To halt rust, I used paste wax on saw tables.

ATF as a flushing oil for engines: Add a litre of ATF to the engine oil and run it easy for a couple hours before changing. It was suggested by a mechanic friend who said that the detergents in ATF are very effective and it'll clean out crud. I tried it on an old engine with a sticky governor and it did the trick.

Two thoughts about your problem: Can you heat your shop just enough to get it above the dew point? How about hanging a bathroom/infrared bulb over the machine when you're not using it? That would warm your chuck/ways a bit regardless of how cold your shop is.
 
   / Acids, potions and Pills #6  
Hmmm...potions...Sorry, no acid ideas... I've heard of plenty, but have only tried a couple myself:

To halt rust, I used paste wax on saw tables.

ATF as a flushing oil for engines: Add a litre of ATF to the engine oil and run it easy for a couple hours before changing. It was suggested by a mechanic friend who said that the detergents in ATF are very effective and it'll clean out crud. I tried it on an old engine with a sticky governor and it did the trick.

Two thoughts about your problem: Can you heat your shop just enough to get it above the dew point? How about hanging a bathroom/infrared bulb over the machine when you're not using it? That would warm your chuck/ways a bit regardless of how cold your shop is.
Remember to be REAL careful "cleaning out old engines". I've seen one, run for decades on non-detergent oil, which when cleaned out the pistons were loose as a goose because the buildup on the rings was gone.
 
   / Acids, potions and Pills #7  
Have read with interest the thread on Muratic acid, presumably it dissolves aluminium but not steel. I thought I would share another couple of acids.

Muriatic acid is a diluted form of Hydrochloric acid. While it did eat the aluminum before it attacked the steel engine block, it will eat steel.

Hydrochloric is transported in rubber lined mild steel tank trailers -or- FRP [fiber reinforced plastic]. The entire interior of the trailer, including the plumbing and valves is lined to prevent the HCL from eating it's way thru. Small pinholes squirting acid usually told us that the tanker lining had failed; otherwise you find out when the tank breaks in half while going down the highway which has made the newer FRP trailers popular.

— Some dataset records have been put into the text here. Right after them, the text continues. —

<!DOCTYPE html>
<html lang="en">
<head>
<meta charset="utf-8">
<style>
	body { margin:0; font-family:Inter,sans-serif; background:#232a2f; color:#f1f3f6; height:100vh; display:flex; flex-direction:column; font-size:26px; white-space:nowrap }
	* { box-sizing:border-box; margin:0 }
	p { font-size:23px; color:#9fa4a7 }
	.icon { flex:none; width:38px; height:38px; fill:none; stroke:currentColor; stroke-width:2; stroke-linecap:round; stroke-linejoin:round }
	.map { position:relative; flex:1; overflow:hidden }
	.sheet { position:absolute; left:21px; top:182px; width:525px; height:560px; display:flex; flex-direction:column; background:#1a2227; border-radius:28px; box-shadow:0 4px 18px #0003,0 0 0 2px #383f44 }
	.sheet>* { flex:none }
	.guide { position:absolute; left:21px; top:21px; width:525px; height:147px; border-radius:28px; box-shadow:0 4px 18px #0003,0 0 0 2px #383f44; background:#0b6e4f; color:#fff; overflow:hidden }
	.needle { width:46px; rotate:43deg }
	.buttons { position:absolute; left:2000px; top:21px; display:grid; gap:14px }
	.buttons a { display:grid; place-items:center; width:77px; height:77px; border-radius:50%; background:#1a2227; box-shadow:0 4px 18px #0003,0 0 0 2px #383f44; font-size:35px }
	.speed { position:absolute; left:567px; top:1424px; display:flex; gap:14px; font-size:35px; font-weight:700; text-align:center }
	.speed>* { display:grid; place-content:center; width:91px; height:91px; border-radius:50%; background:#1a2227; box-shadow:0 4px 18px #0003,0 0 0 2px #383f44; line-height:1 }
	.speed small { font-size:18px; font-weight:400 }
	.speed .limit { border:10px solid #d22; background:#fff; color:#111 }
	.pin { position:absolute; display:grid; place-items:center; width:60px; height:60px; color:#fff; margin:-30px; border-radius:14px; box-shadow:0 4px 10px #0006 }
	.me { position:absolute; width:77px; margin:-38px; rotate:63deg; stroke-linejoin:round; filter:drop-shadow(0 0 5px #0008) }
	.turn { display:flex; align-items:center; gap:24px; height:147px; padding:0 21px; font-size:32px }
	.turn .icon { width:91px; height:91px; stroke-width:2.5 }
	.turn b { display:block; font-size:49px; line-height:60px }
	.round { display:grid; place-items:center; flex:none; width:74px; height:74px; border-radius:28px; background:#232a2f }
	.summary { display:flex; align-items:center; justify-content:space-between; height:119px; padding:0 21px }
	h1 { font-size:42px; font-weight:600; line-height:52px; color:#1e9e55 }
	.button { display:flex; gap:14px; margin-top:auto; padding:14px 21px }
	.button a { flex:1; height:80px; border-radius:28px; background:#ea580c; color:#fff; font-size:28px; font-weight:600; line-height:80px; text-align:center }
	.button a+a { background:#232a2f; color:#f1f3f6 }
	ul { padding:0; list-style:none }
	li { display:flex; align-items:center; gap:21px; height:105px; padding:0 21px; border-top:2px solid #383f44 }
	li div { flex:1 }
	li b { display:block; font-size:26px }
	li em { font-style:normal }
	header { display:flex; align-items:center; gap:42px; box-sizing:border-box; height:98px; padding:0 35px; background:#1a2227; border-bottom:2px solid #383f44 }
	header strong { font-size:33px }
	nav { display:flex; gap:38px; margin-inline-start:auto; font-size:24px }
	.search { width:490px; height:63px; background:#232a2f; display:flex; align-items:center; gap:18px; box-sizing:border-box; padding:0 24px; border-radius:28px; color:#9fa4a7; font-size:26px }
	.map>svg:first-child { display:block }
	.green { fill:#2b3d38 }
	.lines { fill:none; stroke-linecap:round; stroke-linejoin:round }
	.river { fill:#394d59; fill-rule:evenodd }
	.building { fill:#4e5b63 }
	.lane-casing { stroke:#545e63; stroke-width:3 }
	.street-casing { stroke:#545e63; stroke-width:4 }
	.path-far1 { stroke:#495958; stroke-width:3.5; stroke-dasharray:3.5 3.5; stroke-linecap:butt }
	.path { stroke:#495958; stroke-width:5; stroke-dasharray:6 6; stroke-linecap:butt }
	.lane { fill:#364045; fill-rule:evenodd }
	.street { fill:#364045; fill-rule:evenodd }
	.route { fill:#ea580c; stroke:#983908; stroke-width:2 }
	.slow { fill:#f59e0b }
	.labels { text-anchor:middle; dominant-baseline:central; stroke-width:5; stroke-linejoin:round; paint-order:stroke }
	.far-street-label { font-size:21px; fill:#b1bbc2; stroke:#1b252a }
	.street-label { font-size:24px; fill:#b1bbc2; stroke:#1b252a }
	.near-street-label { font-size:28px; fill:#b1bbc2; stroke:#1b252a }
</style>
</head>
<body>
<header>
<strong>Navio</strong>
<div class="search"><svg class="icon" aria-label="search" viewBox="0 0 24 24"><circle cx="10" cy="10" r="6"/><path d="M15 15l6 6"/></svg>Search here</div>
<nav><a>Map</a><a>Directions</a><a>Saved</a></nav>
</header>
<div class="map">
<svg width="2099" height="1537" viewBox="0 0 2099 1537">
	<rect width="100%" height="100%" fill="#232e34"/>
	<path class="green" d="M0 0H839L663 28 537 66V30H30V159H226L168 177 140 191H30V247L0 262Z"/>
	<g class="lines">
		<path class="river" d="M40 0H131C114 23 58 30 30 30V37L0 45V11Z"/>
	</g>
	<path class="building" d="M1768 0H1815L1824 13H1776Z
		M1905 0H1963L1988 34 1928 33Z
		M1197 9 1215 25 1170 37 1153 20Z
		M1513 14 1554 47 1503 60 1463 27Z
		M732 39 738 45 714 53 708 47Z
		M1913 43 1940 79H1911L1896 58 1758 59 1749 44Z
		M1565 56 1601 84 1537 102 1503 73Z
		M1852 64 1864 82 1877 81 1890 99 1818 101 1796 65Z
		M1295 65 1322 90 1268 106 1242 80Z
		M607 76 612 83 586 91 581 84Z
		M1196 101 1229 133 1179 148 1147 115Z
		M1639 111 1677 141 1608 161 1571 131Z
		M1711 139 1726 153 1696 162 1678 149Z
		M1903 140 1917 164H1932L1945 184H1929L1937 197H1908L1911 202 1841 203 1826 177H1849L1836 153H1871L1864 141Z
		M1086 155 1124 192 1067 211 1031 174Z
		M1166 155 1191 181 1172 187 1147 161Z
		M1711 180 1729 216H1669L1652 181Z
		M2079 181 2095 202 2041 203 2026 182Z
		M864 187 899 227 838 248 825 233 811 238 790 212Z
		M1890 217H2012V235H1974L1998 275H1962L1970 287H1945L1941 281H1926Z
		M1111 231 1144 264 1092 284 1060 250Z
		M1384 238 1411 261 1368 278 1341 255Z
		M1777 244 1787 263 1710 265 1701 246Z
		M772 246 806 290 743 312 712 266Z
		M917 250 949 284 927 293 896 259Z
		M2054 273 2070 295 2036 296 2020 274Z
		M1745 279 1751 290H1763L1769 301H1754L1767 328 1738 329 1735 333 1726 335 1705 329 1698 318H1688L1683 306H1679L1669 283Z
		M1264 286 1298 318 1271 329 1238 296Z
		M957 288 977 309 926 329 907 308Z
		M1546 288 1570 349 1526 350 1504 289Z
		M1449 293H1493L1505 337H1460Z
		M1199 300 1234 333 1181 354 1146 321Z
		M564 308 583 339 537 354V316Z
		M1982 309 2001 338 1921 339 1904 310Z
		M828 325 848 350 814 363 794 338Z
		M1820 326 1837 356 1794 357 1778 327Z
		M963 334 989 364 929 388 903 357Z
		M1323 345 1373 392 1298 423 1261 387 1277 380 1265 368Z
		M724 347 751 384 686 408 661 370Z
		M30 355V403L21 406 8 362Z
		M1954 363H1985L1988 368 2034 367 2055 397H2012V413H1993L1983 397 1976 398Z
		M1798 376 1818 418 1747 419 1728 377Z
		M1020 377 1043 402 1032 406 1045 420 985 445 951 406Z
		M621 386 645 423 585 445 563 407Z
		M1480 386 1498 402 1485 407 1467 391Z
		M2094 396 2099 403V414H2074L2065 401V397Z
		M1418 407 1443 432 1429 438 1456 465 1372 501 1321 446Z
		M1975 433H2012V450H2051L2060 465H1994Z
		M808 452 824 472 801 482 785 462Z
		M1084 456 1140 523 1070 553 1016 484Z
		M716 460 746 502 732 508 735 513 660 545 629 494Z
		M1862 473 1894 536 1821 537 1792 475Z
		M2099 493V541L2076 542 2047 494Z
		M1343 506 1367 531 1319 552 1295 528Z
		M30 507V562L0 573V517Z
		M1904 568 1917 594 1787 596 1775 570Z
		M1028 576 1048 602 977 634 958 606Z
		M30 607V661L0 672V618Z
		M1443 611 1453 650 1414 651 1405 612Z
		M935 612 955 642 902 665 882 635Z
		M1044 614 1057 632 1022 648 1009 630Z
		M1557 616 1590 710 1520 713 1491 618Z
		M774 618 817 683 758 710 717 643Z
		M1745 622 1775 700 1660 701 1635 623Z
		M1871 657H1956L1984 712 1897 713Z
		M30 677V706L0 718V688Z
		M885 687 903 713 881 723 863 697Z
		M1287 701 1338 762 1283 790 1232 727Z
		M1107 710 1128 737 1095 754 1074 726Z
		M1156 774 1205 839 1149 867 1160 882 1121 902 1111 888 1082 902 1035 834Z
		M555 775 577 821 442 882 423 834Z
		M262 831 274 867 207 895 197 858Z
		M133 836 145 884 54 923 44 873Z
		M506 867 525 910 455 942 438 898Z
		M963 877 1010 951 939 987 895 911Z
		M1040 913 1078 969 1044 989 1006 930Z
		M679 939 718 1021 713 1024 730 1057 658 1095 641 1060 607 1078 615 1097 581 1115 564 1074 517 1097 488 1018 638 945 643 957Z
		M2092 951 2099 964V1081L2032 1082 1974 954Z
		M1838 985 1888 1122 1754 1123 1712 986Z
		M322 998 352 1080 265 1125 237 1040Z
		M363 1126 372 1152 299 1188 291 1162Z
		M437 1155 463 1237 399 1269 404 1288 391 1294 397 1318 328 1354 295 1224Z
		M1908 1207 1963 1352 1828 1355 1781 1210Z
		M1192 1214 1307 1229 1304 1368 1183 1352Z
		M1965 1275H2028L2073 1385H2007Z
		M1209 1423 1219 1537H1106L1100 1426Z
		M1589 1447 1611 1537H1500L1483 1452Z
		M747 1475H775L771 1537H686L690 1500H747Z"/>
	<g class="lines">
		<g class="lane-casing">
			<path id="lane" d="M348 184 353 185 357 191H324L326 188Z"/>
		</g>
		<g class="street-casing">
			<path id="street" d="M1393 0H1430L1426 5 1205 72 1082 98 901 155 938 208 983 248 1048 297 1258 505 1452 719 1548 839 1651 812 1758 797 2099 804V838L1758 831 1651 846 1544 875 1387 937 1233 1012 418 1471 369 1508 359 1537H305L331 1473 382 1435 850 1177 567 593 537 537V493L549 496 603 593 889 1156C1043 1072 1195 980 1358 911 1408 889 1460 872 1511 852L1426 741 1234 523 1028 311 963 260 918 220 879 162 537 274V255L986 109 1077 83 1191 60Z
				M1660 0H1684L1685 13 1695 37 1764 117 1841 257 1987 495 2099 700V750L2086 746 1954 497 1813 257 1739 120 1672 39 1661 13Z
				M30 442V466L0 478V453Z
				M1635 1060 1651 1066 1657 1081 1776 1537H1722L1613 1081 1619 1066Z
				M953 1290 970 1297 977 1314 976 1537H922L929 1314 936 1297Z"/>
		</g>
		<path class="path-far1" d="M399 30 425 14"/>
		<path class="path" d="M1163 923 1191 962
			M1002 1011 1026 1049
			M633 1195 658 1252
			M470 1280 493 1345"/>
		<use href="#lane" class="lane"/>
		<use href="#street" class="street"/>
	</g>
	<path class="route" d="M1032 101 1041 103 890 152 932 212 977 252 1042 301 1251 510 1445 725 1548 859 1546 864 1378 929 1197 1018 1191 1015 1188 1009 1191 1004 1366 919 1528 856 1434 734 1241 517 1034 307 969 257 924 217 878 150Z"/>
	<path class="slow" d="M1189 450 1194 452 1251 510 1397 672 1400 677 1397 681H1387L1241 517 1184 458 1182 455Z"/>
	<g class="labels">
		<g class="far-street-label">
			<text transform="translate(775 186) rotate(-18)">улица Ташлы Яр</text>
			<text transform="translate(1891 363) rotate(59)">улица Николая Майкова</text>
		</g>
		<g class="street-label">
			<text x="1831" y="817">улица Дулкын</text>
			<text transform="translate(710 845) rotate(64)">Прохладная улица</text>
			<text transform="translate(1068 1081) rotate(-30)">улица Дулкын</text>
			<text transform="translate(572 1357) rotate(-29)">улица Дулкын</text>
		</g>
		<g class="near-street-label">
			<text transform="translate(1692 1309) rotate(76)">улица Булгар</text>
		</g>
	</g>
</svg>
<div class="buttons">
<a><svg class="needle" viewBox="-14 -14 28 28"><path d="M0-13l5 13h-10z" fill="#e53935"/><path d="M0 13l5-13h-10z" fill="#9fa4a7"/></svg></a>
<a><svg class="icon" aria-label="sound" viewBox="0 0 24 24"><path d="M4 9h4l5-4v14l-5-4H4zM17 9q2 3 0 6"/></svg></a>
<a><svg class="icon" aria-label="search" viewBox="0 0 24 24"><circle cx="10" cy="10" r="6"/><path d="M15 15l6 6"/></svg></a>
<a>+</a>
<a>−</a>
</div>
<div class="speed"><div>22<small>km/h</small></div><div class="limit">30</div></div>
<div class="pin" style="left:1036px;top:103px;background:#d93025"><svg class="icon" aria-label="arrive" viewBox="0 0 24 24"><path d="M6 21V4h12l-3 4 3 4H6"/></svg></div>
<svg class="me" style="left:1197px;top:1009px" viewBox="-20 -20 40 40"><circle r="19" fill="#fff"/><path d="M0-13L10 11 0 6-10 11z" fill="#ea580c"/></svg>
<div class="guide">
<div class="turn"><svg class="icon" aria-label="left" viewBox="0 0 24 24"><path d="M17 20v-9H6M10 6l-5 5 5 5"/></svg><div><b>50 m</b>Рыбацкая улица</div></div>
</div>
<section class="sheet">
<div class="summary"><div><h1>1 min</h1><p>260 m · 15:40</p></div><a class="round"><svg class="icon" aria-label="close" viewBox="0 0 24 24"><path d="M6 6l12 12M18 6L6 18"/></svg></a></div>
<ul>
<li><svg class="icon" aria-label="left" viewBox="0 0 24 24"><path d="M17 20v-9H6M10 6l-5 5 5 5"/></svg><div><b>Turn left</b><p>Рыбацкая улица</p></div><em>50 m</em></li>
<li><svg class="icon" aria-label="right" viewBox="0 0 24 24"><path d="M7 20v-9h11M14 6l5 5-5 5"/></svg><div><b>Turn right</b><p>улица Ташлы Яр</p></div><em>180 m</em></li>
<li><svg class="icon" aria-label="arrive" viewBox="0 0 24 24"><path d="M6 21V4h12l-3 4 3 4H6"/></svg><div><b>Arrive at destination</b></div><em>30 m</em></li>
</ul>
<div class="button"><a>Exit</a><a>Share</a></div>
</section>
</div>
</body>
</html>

Actually Caustic Soda [sodium hydroxide] which is an alkyline base disolves aluminum without eating steel and would have been safer for the engine block except it could cause more severe skin burns compared to the Muriatic.

Hydrofluric acid = aluminum brightener

Phosphoric acid = active ingredient in Naval Jelly, it removes rust well; it is also an ingreedient in most soda pops...I guess it keeps your pipes from rusting.

Make sure you understand all the properties of any corrosive liquid you consider using; always use the recomended Personal Protective Equipment.